THE PASSING SHOW.
THE CRITIC'S SATURDAY NIGHT.
It was a good thing in its day that "Uncle Tom's Cabin" should be published—especially in the editions which contained the documentary evidence of the "Key"—in order that the world might know what was possible, sentimentally as well as pragmatically, under the regime of slavery.
And now that a whole generation has arisen which has no knowledge of the great civil war or of the subtle causes that combined for its inception, it is again a good thing that the old story should be circulated in its many cheap editions and made vital and palpable in dramatic forms. The young people of to-day cannot take a little journey southward and see with their own eyes the life of the plantation, stand by the block in the slave mart and know for themselves what slave owners and slave traders of different temperaments do with chattel humanity.
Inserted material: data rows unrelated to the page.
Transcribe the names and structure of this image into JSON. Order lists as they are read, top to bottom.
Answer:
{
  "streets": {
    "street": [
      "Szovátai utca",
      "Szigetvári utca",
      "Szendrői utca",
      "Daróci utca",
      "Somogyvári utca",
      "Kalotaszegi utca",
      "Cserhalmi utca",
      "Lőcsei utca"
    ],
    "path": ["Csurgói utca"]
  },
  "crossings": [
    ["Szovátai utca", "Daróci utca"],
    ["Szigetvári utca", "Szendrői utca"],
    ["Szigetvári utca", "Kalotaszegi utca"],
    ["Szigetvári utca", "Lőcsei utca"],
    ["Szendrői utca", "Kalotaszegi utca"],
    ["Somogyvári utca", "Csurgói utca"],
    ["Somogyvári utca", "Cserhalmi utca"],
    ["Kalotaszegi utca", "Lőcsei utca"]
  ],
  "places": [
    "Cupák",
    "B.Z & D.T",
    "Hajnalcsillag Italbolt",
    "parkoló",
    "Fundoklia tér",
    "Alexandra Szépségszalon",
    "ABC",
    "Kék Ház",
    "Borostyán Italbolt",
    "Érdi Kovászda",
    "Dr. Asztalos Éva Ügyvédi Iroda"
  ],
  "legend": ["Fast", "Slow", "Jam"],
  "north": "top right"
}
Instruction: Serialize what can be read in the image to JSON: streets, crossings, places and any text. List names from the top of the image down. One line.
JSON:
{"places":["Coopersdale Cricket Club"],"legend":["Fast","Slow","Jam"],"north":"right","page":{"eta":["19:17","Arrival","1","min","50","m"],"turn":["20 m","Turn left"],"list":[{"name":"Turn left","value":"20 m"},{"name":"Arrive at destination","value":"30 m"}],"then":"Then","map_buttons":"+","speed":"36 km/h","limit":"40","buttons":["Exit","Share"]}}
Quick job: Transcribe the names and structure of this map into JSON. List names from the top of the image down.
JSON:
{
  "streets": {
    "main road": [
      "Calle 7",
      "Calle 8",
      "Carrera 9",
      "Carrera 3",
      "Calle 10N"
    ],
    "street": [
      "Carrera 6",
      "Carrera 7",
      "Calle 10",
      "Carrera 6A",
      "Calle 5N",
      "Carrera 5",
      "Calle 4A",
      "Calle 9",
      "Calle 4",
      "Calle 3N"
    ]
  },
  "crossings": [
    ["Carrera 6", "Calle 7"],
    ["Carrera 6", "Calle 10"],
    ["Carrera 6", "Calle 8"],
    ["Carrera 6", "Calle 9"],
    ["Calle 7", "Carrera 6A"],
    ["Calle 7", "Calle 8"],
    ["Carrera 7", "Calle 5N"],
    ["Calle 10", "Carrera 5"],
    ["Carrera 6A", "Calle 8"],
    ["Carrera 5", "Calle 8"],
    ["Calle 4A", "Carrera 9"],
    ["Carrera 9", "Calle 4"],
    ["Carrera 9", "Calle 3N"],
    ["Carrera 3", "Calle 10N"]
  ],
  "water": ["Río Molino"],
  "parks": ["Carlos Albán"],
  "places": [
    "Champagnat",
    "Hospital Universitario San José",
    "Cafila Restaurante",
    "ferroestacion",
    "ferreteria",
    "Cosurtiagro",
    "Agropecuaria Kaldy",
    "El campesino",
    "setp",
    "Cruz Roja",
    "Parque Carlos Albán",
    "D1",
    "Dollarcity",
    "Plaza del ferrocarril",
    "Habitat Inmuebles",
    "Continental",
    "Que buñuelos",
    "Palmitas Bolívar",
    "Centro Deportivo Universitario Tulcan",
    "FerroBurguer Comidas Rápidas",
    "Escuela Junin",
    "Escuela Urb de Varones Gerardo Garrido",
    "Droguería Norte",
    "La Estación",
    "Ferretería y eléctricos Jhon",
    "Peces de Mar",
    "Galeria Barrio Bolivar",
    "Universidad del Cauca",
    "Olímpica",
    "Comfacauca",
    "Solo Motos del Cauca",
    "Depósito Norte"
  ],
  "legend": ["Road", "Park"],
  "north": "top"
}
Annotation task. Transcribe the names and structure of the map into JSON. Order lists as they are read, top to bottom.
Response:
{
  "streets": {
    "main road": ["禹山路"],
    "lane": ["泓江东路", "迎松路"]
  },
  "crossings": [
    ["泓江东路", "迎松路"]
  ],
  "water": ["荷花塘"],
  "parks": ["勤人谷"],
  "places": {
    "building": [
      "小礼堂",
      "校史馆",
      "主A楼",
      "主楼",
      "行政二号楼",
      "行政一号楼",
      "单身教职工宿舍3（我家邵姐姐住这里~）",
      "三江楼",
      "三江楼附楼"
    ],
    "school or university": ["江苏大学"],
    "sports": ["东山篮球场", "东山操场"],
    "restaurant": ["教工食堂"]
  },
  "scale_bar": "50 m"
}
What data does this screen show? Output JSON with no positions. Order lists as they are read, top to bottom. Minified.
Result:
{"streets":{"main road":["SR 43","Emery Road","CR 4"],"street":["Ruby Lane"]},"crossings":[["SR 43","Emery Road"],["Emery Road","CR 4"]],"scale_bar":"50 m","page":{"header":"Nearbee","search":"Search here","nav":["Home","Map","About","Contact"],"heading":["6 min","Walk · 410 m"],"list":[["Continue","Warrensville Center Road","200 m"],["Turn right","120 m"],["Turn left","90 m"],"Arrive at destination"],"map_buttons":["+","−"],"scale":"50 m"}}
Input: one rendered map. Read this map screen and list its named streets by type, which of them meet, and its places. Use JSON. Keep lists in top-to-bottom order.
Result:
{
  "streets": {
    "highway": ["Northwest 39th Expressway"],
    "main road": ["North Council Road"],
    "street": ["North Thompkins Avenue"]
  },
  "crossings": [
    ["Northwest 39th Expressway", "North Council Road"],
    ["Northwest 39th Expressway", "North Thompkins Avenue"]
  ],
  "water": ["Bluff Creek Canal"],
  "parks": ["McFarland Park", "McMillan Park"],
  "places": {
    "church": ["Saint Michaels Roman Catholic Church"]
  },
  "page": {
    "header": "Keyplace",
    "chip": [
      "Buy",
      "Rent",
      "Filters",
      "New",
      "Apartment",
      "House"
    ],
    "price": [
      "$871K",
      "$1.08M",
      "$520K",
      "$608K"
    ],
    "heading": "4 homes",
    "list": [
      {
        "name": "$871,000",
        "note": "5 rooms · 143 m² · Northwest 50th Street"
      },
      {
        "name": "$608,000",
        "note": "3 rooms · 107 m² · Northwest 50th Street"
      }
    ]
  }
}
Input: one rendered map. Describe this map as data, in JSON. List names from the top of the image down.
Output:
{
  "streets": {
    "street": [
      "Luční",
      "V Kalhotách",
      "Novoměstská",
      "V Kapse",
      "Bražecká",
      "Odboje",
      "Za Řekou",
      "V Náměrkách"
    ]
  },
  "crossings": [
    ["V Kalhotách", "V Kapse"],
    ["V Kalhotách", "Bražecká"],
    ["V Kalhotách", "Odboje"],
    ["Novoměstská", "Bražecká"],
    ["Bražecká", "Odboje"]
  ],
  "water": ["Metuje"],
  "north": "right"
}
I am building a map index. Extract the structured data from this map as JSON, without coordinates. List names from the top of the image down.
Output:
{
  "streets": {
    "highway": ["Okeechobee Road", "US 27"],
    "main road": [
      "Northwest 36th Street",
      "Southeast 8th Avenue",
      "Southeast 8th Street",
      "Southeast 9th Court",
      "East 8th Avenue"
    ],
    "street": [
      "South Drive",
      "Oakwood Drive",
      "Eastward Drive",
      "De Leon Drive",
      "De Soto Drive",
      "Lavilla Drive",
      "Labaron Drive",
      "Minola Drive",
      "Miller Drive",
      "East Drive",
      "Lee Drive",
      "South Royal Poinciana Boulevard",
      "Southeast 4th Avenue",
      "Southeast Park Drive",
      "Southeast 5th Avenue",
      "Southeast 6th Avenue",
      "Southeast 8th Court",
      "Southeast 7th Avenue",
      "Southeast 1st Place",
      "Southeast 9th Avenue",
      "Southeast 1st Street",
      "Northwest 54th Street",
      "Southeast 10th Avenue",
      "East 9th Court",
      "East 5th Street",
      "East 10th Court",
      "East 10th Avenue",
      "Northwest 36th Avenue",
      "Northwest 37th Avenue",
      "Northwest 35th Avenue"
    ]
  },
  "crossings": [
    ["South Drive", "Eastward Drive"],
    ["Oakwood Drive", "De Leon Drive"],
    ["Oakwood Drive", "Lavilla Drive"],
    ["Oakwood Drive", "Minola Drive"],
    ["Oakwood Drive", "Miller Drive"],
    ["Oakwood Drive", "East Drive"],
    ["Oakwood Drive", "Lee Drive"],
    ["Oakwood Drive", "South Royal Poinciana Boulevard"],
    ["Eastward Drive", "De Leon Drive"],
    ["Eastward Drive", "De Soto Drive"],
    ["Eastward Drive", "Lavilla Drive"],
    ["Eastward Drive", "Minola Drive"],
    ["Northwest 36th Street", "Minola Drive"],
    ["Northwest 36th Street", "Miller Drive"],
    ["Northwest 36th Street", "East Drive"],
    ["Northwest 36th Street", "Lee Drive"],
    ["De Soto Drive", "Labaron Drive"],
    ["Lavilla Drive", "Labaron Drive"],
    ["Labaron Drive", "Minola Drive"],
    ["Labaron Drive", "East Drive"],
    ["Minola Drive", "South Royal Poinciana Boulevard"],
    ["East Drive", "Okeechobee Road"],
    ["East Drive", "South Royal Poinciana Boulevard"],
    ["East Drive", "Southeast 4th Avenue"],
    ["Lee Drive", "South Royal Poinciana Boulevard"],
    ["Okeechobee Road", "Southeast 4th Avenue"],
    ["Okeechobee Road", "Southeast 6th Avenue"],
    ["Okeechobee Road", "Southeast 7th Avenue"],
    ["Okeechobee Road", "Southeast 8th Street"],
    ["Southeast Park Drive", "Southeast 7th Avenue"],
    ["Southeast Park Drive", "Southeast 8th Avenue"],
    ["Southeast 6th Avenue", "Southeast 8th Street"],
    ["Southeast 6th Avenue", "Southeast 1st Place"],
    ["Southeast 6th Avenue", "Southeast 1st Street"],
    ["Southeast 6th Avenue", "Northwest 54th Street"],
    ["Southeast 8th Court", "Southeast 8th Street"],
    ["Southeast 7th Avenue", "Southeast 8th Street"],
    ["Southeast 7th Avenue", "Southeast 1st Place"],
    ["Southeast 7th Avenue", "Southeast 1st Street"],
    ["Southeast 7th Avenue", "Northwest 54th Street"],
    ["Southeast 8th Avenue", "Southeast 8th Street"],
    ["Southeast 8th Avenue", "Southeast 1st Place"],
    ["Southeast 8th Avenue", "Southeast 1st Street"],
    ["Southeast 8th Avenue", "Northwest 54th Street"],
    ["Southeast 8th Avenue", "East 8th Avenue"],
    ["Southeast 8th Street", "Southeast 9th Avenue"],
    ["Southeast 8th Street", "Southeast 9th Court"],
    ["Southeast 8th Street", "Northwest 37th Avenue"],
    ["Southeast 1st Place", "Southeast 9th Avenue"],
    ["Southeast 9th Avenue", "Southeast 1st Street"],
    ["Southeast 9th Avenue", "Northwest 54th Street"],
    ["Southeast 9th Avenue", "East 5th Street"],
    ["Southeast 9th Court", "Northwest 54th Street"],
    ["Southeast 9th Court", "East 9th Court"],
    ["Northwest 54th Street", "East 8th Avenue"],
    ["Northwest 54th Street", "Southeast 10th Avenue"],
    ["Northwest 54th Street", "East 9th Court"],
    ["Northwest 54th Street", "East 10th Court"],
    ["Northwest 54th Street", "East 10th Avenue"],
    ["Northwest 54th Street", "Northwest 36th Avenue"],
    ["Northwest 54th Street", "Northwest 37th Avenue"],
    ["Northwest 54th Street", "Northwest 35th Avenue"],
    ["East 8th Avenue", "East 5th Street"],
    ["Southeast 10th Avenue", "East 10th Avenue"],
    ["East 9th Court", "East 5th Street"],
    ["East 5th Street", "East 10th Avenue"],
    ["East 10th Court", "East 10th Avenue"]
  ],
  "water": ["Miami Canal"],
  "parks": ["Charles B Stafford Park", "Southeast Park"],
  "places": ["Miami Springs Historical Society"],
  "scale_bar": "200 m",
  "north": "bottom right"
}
"Uncle Tom's Cabin" has held its own at the theatre in almost unbroken popularity, but of recent years it has degenerated into a means for the exhibition of negro specialties, of dogs and donkeys, of mechanical contrivances and trick scenery.
The public therefore should bestow liberally its thanks and patronage upon Messrs. James W. Harkins, Jr. and Edwin Barbour, who have made a new, respectable and well-proportioned version, with which they have begun the Boston Theatre season. Of course all seven of the main incidents cannot be reproduced in the usual time of a performance, and the action has been condensed into the space of a year in place of the four or five allotted to it by Mrs. Stowe. But the principal personages all appear and their dispositions and relative influences are made as clear as if they had much more to say and do. The atmosphere has been skillfully preserved, and the spectator cannot help feeling the reality and truth which govern the various scenes of the home, the field, the cabin, the prayer-meeting and the steamboat.
The authors have refrained from exaggeration, wisely trusting the play itself, set out as closely as possible to Mrs. Stowe's chapters, would have all the necessary power to awaken anger and horror, to touch the gentler feelings, to teach and to persuade. Uncle Tom is no longer a senile simpleton, strong only in dull obstinacy; but he is a hale, vigorous man, a treasure of working ability, who might easily have done many violent things or fought his way to freedom, had not his pious principles restrained him; Topsy does not pervade the play, but stays in her proper place as an incidental experiment; Legree's brutality of nature and life are not forced into demoniac impossibility, nor is Eva distorted into a sickly, puling little prig. The individual personages, in a word, are treated as they should be, as the elements of one broad, picturesque, powerful whole, representing communities, states and conditions, not single people and odd cases.
The acting is excellent for good sense and reserve, throughout, although it does not seem to me that Mr. O'Neil quite catches the type of Marks, making him too deliberately grotesque and absurd. Mr. Barbour's Tom, Mr. Losee's Legree, Mr. Carner's Wilson, Miss Elmore's Topsy, Miss Fitzpatrick's Eva, Miss Endres's Marie St. Clare, and Miss Walters's Chloe are among the best impersonations and all the minor parts are intelligently taken.
The stage is simply set, but its suggestions are all sufficient, and the distant view of the icy Ohio is vastly better than the usual lumbering attempts to show Eliza crossing from hummock to hummock. The costumes are kept well within the limits of the period, the furniture is appropriate, and the small amount of singing is given its full value by the incisiveness of the higher negro voices and the solidity of the lower ones.